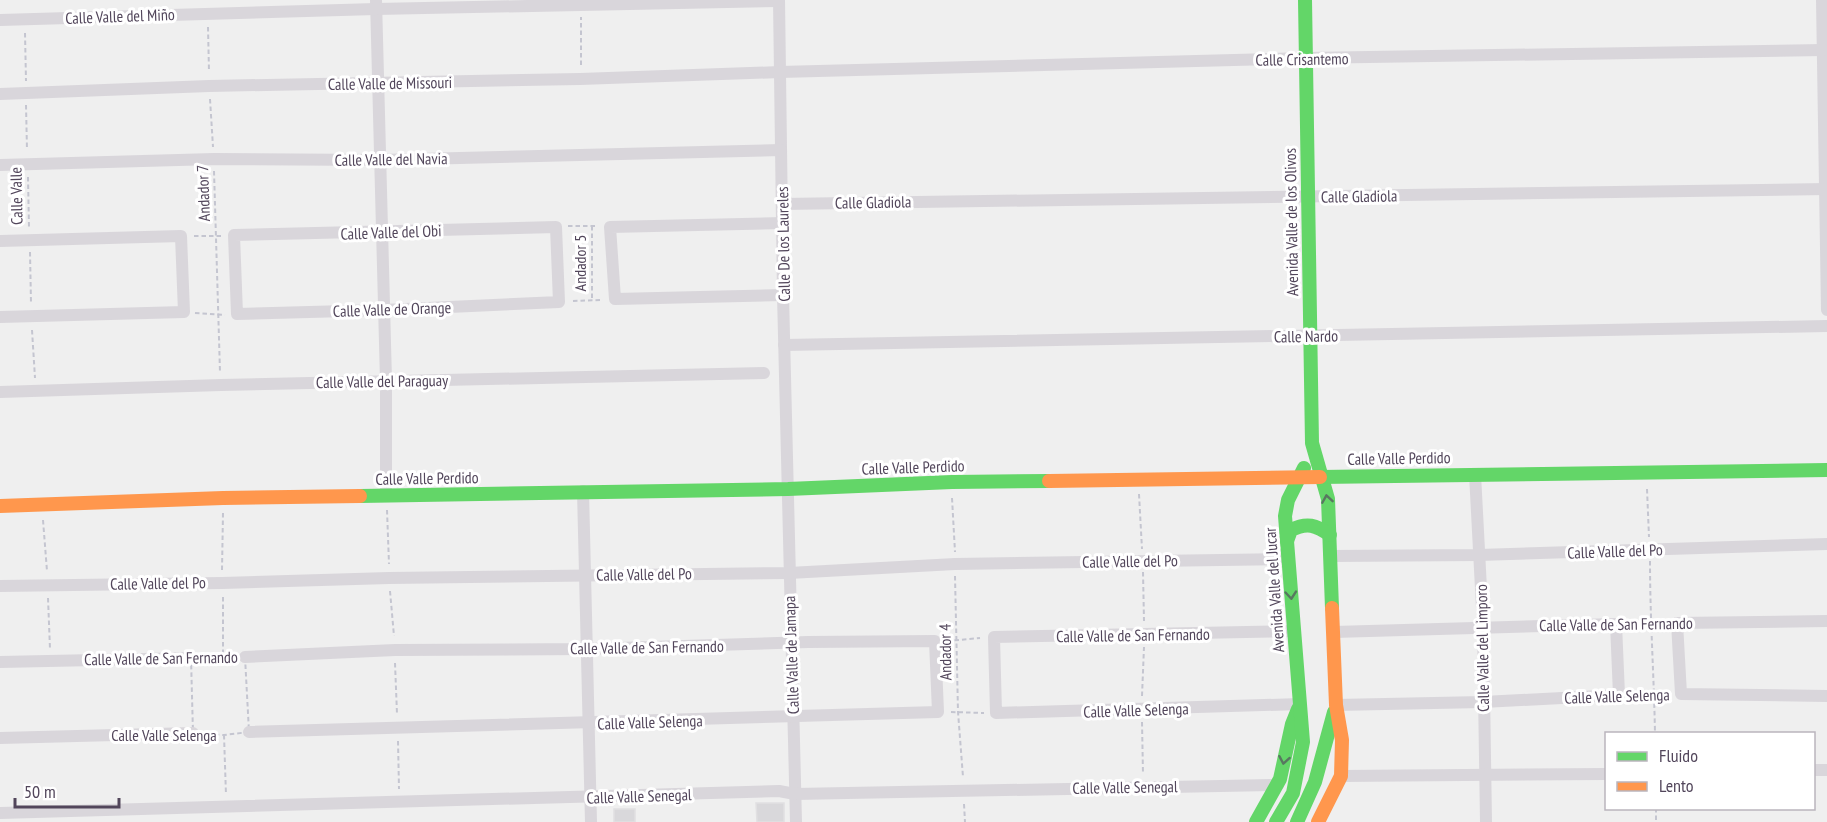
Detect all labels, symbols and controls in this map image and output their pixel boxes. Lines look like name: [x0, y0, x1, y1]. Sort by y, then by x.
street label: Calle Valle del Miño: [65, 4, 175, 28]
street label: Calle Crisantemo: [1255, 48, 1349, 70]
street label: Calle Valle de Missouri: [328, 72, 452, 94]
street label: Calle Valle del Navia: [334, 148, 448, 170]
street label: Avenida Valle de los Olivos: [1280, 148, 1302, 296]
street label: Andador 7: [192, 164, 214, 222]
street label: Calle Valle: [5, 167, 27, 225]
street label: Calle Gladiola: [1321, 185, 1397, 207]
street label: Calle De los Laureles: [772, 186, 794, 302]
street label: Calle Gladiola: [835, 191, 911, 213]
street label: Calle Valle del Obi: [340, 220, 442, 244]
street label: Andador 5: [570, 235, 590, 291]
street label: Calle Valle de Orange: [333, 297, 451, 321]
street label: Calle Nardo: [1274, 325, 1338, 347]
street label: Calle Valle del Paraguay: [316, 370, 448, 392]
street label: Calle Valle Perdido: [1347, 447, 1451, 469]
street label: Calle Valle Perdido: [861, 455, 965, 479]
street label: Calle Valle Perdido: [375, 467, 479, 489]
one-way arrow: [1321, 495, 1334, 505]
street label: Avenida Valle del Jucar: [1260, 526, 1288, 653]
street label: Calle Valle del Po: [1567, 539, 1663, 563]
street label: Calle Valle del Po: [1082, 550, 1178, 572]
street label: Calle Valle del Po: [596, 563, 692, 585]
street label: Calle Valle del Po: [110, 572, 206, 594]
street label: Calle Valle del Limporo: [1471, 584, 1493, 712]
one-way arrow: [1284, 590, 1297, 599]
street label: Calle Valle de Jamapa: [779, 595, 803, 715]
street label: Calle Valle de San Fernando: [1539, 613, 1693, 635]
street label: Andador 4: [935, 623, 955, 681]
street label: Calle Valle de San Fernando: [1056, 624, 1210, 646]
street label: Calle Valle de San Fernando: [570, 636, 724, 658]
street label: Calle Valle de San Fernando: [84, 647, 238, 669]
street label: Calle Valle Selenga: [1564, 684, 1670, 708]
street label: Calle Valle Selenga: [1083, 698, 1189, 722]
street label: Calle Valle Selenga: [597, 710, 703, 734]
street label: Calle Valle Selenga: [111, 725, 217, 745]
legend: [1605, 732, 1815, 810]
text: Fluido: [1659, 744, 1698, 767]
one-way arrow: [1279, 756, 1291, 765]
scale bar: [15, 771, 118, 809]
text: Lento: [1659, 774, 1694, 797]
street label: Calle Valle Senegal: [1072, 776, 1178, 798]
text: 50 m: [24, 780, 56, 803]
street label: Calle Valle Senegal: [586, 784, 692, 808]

• EXERCISE PROMPT: Copy out all of the data word for word. Do not carry over any picture.

• OUTPUT FOR THIS EXERCISE:
Detect all labels, symbols and controls in this map image and output their pixel boxes. Lines look like name: [x0, y0, x1, y1]. Sort by y, then by x.
street label: Calle Valle del Miño: [65, 4, 175, 28]
street label: Calle Crisantemo: [1255, 48, 1349, 70]
street label: Calle Valle de Missouri: [328, 72, 452, 94]
street label: Calle Valle del Navia: [334, 148, 448, 170]
street label: Avenida Valle de los Olivos: [1280, 148, 1302, 296]
street label: Andador 7: [192, 164, 214, 222]
street label: Calle Valle: [5, 167, 27, 225]
street label: Calle Gladiola: [1321, 185, 1397, 207]
street label: Calle De los Laureles: [772, 186, 794, 302]
street label: Calle Gladiola: [835, 191, 911, 213]
street label: Calle Valle del Obi: [340, 220, 442, 244]
street label: Andador 5: [570, 235, 590, 291]
street label: Calle Valle de Orange: [333, 297, 451, 321]
street label: Calle Nardo: [1274, 325, 1338, 347]
street label: Calle Valle del Paraguay: [316, 370, 448, 392]
street label: Calle Valle Perdido: [1347, 447, 1451, 469]
street label: Calle Valle Perdido: [861, 455, 965, 479]
street label: Calle Valle Perdido: [375, 467, 479, 489]
one-way arrow: [1321, 495, 1334, 505]
street label: Avenida Valle del Jucar: [1260, 526, 1288, 653]
street label: Calle Valle del Po: [1567, 539, 1663, 563]
street label: Calle Valle del Po: [1082, 550, 1178, 572]
street label: Calle Valle del Po: [596, 563, 692, 585]
street label: Calle Valle del Po: [110, 572, 206, 594]
street label: Calle Valle del Limporo: [1471, 584, 1493, 712]
one-way arrow: [1284, 590, 1297, 599]
street label: Calle Valle de Jamapa: [779, 595, 803, 715]
street label: Calle Valle de San Fernando: [1539, 613, 1693, 635]
street label: Andador 4: [935, 623, 955, 681]
street label: Calle Valle de San Fernando: [1056, 624, 1210, 646]
street label: Calle Valle de San Fernando: [570, 636, 724, 658]
street label: Calle Valle de San Fernando: [84, 647, 238, 669]
street label: Calle Valle Selenga: [1564, 684, 1670, 708]
street label: Calle Valle Selenga: [1083, 698, 1189, 722]
street label: Calle Valle Selenga: [597, 710, 703, 734]
street label: Calle Valle Selenga: [111, 725, 217, 745]
legend: [1605, 732, 1815, 810]
text: Fluido: [1659, 744, 1698, 767]
one-way arrow: [1279, 756, 1291, 765]
scale bar: [15, 771, 118, 809]
text: Lento: [1659, 774, 1694, 797]
street label: Calle Valle Senegal: [1072, 776, 1178, 798]
text: 50 m: [24, 780, 56, 803]
street label: Calle Valle Senegal: [586, 784, 692, 808]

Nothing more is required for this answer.